> [WHAT NEEDS TO BE DONE]
Copy every line from the records below that holds the word "Mahatma".

> [TASK DATA]
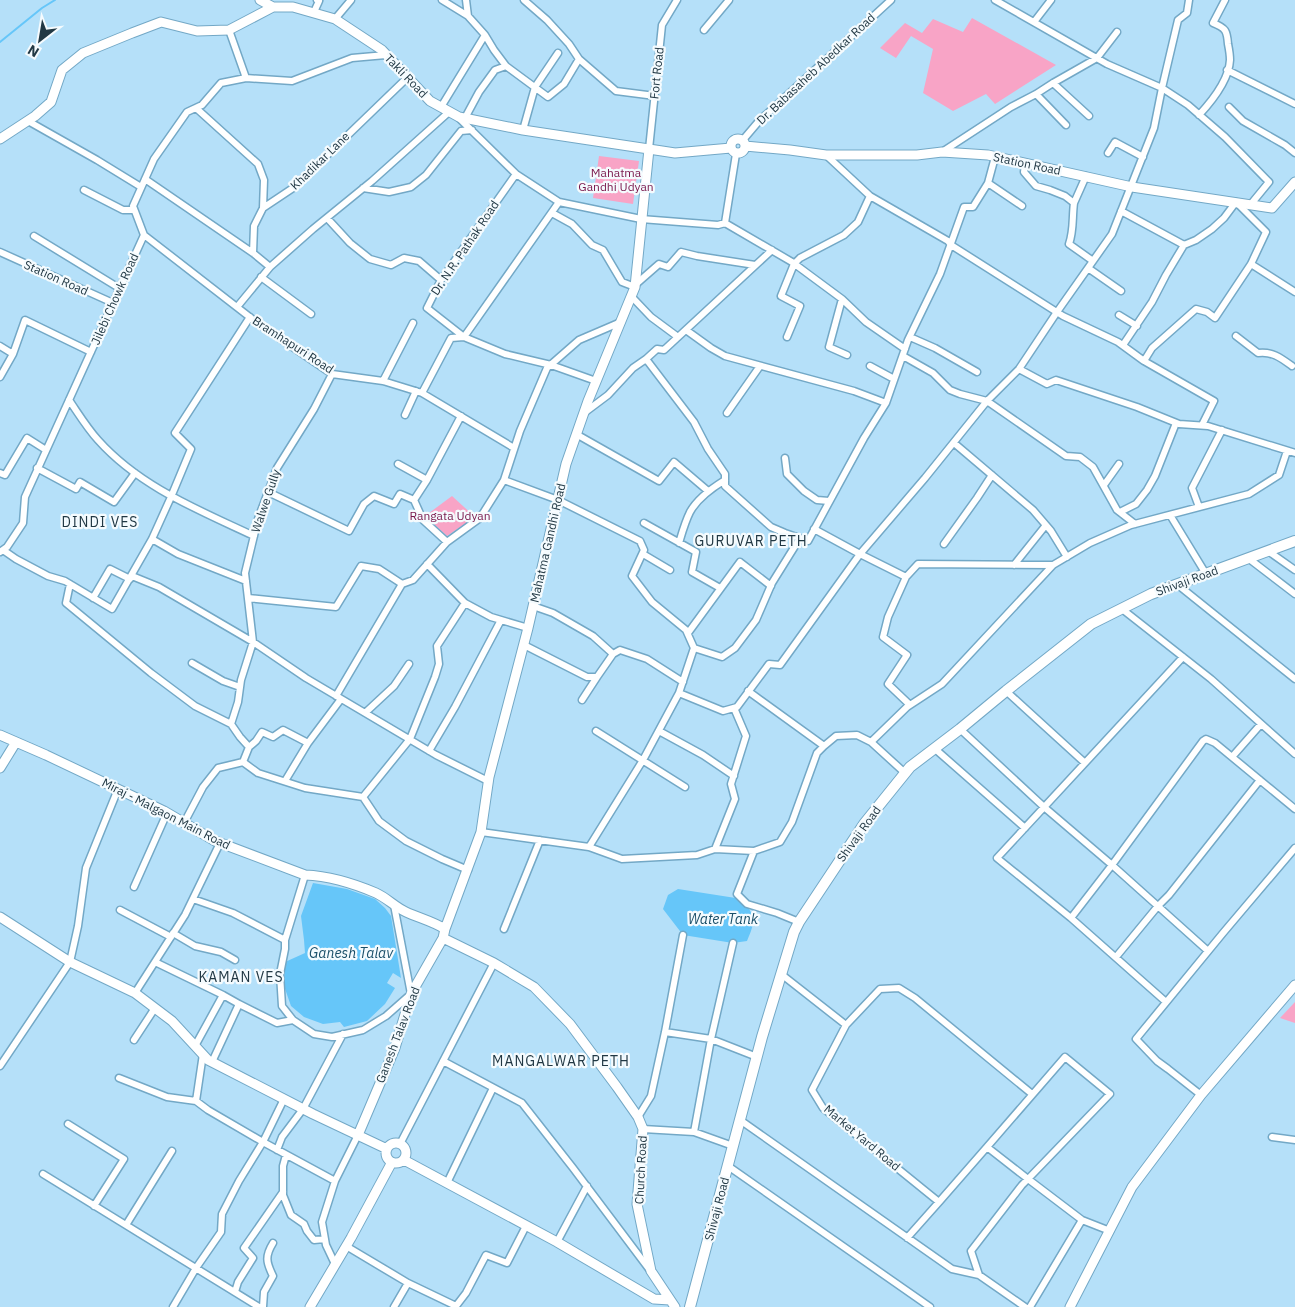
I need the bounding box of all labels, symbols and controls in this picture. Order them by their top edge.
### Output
street label: Dr. Babasaheb Abedkar Road [753,10,878,127]
north arrow [15,15,65,65]
text: N [24,41,42,61]
street label: Fort Road [646,46,667,100]
street label: Takli Road [382,50,431,101]
street label: Khadikar Lane [287,128,353,193]
street label: Station Road [992,149,1062,178]
park label: Mahatma Gandhi Udyan [578,165,654,194]
street label: Dr. N.R. Pathak Road [427,198,502,298]
street label: Jilebi Chowk Road [88,251,141,347]
street label: Station Road [22,257,91,298]
street label: Bramhapuri Road [250,313,337,376]
street label: Walwe Gully [248,467,283,535]
street label: Mahatma Gandhi Road [526,482,569,604]
park label: Rangata Udyan [409,508,491,523]
district label: DINDI VES [61,513,139,531]
district label: GURUVAR PETH [694,532,808,550]
street label: Shivaji Road [1154,562,1220,599]
street label: Miraj - Malgaon Main Road [100,775,233,852]
street label: Shivaji Road [833,803,884,865]
water label: Water Tank [688,910,759,928]
water label: Ganesh Talav [309,944,394,962]
district label: KAMAN VES [198,968,284,986]
street label: Ganesh Talav Road [372,985,423,1085]
district label: MANGALWAR PETH [492,1052,630,1070]
street label: Market Yard Road [821,1101,904,1174]
street label: Church Road [631,1135,650,1205]
street label: Shivaji Road [701,1175,732,1242]

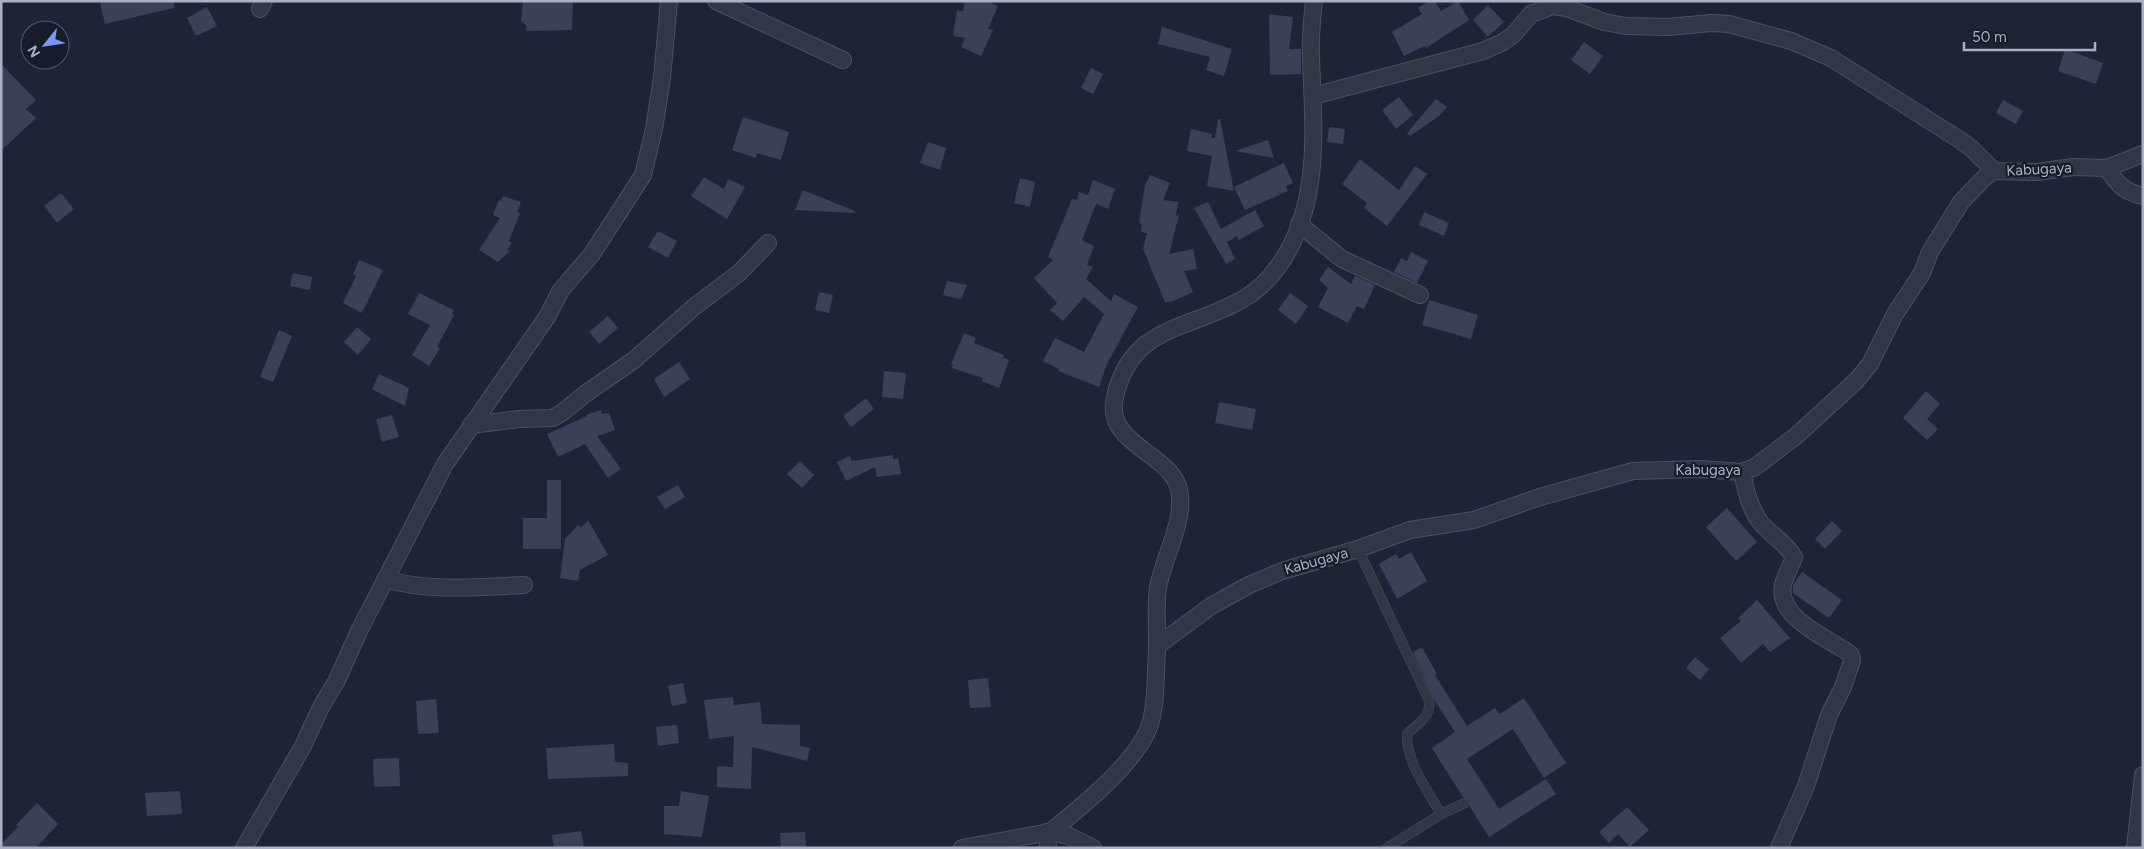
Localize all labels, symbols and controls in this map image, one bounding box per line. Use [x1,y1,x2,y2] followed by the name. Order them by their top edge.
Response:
[20,20,70,70] north arrow
[1964,20,2095,52] scale bar
[1972,28,2007,46] text: 50 m
[24,42,44,60] text: N
[2006,158,2072,180] street label: Kabugaya
[1675,461,1741,479] street label: Kabugaya
[1282,543,1350,579] street label: Kabugaya

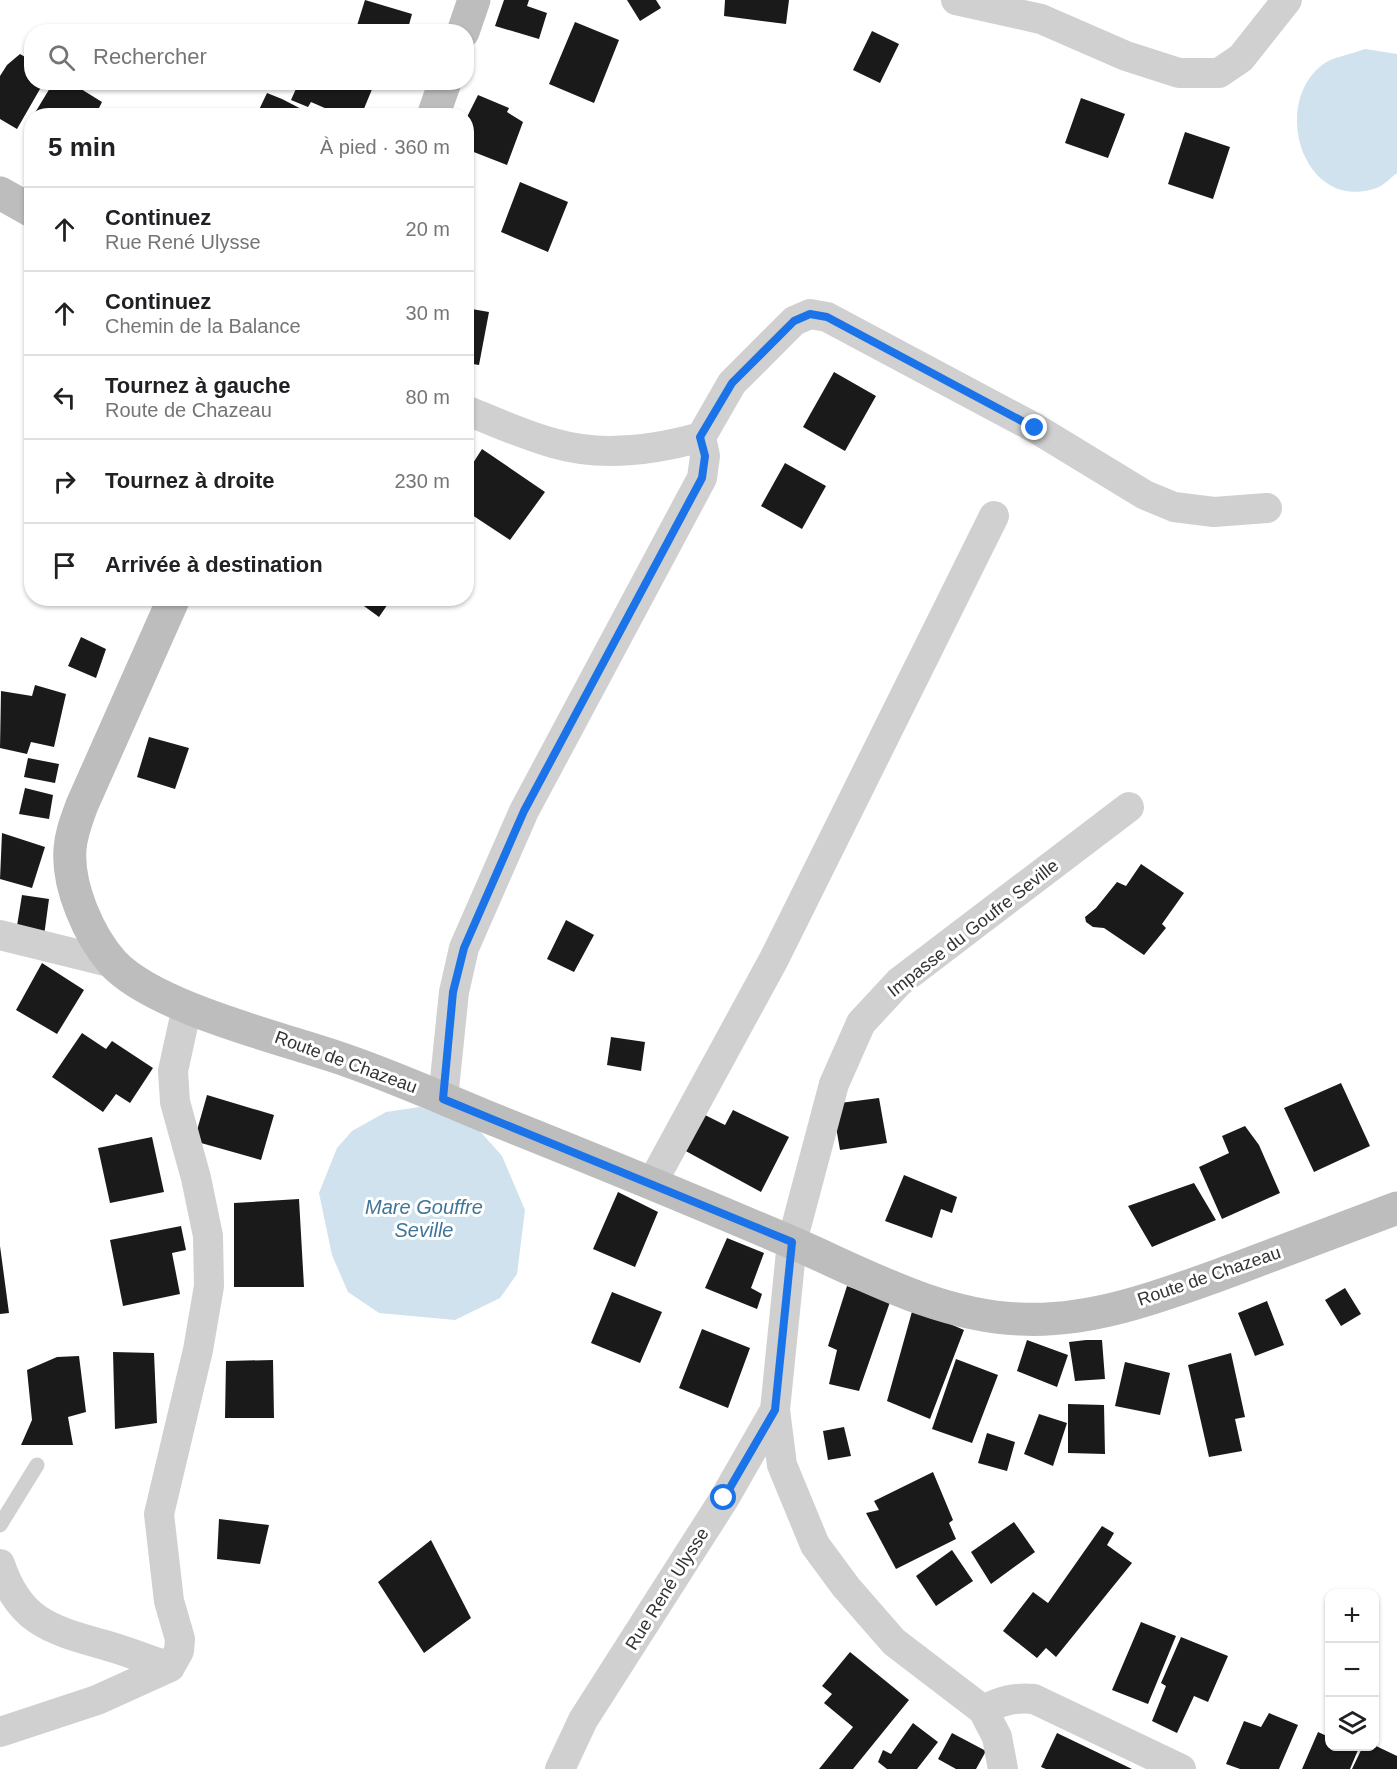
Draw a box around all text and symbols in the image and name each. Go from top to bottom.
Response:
search box [24,24,474,90]
icon: search [45,41,78,74]
text: Rechercher [93,44,207,69]
text: 5 min [48,132,116,162]
text: À pied · 360 m [320,136,450,158]
text: Continuez [105,205,211,230]
icon: ahead [48,213,81,246]
text: 20 m [406,218,450,240]
text: Rue René Ulysse [105,231,261,253]
text: Continuez [105,289,211,314]
icon: ahead [48,297,81,330]
text: 30 m [406,302,450,324]
text: Chemin de la Balance [105,315,301,337]
text: Tournez à gauche [105,373,290,398]
icon: left [48,381,81,414]
text: 80 m [406,386,450,408]
text: Route de Chazeau [105,399,272,421]
route end [1021,414,1047,440]
icon: right [48,465,81,498]
text: Tournez à droite [105,468,275,493]
text: 230 m [394,470,450,492]
icon: arrive [48,549,81,582]
text: Arrivée à destination [105,552,323,577]
street label: Impasse du Goufre Seville [884,855,1062,1001]
street label: Route de Chazeau [272,1027,420,1097]
water label: Mare Gouffre Seville [365,1196,483,1241]
street label: Route de Chazeau [1135,1242,1283,1310]
route start [710,1484,736,1510]
street label: Rue René Ulysse [621,1524,713,1654]
map controls [1325,1589,1379,1751]
button: + [1325,1589,1379,1643]
button: − [1325,1643,1379,1697]
button: layers [1325,1697,1379,1751]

> [SOLUTION BELOW]
park label: Mahatma Gandhi Udyan [578,165,654,194]
street label: Mahatma Gandhi Road [526,482,569,604]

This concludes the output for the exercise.